Antananarivo, 21 Septembre, 18h45 – Le Royaume-Uni, le Canada et l’Australie ont officiellement reconnu, dimanche 21 septembre, l’État de Palestine. D’autres Etats, dont la France, devraient faire des déclarations similaires dès ce lundi à l’occasion de l’Assemblée générale des nations unies et du sommet consacré à l’avenir de la solution à deux États.

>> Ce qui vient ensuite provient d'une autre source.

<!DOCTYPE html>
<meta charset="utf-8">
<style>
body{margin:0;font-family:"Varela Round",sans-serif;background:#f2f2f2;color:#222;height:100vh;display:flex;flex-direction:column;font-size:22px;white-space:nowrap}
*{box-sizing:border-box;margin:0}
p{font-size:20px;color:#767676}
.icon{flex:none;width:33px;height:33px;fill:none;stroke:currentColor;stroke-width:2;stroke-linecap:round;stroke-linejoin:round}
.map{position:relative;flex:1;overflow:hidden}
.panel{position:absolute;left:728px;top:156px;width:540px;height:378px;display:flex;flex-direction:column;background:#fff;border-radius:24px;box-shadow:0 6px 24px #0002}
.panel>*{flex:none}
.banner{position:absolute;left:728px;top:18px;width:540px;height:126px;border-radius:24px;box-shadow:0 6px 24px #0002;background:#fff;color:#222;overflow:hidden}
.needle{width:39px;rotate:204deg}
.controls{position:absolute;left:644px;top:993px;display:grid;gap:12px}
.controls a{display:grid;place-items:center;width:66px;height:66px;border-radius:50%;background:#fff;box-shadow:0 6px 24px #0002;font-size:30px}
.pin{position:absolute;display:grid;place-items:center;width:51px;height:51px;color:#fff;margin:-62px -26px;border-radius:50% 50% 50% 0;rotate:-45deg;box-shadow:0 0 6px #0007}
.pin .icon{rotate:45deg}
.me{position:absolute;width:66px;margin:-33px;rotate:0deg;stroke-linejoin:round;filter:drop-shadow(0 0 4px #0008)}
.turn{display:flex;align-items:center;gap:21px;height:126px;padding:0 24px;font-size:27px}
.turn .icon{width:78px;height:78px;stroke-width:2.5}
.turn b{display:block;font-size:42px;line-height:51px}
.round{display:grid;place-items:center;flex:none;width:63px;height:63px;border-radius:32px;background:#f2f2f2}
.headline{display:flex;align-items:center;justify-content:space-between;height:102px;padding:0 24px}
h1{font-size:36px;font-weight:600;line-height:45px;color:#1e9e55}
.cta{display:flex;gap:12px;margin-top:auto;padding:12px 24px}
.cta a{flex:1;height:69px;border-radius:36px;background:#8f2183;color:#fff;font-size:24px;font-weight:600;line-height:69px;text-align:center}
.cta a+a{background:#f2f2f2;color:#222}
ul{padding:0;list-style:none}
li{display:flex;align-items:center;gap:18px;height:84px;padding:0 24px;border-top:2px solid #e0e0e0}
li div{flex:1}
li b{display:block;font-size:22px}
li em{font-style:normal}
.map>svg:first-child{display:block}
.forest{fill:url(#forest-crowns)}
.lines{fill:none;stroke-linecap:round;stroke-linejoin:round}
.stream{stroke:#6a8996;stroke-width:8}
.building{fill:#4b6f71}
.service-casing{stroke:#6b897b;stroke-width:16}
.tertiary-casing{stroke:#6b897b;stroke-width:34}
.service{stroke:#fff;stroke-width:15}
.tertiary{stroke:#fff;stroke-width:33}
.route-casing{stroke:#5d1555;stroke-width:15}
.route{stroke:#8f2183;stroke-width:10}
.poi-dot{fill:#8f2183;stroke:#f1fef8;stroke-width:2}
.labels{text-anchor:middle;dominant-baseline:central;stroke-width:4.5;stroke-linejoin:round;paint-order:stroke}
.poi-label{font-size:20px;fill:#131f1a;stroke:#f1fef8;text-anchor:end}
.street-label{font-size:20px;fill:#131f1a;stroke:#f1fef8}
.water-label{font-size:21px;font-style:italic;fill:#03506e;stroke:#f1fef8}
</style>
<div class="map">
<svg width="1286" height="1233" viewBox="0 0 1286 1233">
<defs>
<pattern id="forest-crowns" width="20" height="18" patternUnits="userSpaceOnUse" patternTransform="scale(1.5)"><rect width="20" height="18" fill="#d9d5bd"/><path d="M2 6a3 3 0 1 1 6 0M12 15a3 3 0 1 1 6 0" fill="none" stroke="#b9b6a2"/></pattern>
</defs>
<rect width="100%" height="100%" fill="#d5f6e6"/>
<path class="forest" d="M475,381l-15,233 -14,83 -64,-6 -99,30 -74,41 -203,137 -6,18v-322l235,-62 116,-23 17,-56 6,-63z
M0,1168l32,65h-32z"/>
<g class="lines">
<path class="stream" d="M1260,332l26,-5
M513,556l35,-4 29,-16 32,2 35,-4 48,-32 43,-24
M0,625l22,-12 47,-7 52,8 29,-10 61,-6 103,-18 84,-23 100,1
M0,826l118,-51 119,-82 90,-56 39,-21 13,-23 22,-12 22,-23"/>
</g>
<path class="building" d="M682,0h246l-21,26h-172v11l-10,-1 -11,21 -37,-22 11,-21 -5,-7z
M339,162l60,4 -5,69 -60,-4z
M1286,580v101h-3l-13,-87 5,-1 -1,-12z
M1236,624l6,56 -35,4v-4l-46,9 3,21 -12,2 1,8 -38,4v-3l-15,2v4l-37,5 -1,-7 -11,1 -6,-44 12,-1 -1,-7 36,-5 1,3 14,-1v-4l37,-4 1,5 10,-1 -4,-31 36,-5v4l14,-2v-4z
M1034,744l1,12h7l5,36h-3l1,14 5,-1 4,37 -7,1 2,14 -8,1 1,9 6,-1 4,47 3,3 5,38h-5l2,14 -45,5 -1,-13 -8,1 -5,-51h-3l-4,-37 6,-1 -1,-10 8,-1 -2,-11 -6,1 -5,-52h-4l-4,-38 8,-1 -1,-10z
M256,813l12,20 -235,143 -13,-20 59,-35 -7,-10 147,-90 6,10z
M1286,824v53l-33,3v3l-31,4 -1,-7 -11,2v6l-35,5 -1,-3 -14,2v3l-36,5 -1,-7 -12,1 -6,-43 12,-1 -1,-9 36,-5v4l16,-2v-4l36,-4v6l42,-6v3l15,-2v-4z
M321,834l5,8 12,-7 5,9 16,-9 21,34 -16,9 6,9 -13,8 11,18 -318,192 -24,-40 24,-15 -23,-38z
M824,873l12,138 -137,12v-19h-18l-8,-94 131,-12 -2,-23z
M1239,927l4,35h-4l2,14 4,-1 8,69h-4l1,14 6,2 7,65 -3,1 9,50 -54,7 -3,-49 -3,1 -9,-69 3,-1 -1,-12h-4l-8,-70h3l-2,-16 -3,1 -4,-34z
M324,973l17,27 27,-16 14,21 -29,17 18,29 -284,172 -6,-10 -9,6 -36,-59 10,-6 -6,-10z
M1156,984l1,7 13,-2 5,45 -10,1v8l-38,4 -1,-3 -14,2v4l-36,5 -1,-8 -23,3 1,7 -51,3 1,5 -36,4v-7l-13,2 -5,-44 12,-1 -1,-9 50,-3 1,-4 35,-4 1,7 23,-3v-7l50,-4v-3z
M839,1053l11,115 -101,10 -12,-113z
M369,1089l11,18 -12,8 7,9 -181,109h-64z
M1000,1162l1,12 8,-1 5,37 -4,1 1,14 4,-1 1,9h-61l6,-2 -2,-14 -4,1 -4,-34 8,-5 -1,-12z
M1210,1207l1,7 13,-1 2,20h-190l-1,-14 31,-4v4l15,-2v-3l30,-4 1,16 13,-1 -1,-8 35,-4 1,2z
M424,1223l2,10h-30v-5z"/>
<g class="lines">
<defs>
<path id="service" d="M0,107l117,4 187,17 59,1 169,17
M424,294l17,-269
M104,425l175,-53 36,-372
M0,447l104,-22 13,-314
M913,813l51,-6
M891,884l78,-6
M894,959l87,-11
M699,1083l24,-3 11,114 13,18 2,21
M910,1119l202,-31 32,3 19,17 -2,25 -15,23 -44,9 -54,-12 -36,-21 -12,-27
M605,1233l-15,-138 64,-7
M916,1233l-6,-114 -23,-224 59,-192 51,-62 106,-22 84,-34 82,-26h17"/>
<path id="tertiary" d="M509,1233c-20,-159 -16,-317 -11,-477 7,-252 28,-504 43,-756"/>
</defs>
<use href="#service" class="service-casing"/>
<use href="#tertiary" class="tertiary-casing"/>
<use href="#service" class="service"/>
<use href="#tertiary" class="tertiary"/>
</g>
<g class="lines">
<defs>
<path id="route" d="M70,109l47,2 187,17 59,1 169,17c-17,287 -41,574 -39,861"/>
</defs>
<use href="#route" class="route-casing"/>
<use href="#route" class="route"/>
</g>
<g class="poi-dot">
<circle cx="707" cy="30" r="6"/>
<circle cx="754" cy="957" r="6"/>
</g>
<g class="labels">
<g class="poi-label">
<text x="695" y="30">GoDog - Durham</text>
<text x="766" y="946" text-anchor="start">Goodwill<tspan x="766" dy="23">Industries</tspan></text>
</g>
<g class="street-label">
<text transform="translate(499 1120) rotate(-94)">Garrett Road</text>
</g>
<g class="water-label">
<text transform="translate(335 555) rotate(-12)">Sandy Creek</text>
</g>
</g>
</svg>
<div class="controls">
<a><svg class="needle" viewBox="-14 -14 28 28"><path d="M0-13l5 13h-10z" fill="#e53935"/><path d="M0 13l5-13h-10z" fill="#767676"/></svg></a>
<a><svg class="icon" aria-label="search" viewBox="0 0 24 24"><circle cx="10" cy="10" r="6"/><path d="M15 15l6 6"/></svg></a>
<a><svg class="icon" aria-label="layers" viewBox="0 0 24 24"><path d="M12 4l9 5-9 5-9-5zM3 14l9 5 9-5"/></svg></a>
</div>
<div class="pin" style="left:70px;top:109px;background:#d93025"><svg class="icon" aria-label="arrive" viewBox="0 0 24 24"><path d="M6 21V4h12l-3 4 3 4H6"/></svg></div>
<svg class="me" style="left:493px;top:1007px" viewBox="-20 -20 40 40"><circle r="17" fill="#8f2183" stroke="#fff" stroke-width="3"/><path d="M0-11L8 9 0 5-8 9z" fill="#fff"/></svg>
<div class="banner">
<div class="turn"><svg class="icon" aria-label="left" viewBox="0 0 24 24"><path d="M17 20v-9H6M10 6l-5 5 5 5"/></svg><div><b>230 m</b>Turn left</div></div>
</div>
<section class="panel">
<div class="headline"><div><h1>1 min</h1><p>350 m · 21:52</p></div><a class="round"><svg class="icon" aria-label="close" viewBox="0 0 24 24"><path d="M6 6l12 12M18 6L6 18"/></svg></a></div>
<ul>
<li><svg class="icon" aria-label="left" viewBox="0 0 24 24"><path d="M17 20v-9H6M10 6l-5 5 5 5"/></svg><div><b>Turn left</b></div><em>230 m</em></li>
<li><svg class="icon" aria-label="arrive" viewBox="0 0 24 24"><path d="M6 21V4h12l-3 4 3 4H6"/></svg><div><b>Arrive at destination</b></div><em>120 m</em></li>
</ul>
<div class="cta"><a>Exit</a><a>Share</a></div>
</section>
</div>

Le Premier ministre britannique Keir Starmer a affirmé vouloir “raviver l’espoir de paix et d’une solution à deux États” dans un message vidéo diffusé sur les réseaux sociaux. Son homologue canadien Mark Carney a présenté cette reconnaissance comme un “effort international concerté” pour préserver la perspective d’un règlement négocié. En Australie, Anthony Albanese a invoqué “les aspirations légitimes et de longue date du peuple palestinien à un État qui lui soit propre”.
Avec ces nouvelles reconnaissances, environ 151 des 193 États membres de l’ONU reconnaissent désormais la Palestine, dont la proclamation d’indépendance remonte à 1988. Plusieurs autres pays occidentaux, parmi lesquels la France, la Belgique, le Portugal ou encore le Luxembourg, doivent officialiser leur position ce lundi à New York, lors d’un sommet coprésidé par Paris et Riyad.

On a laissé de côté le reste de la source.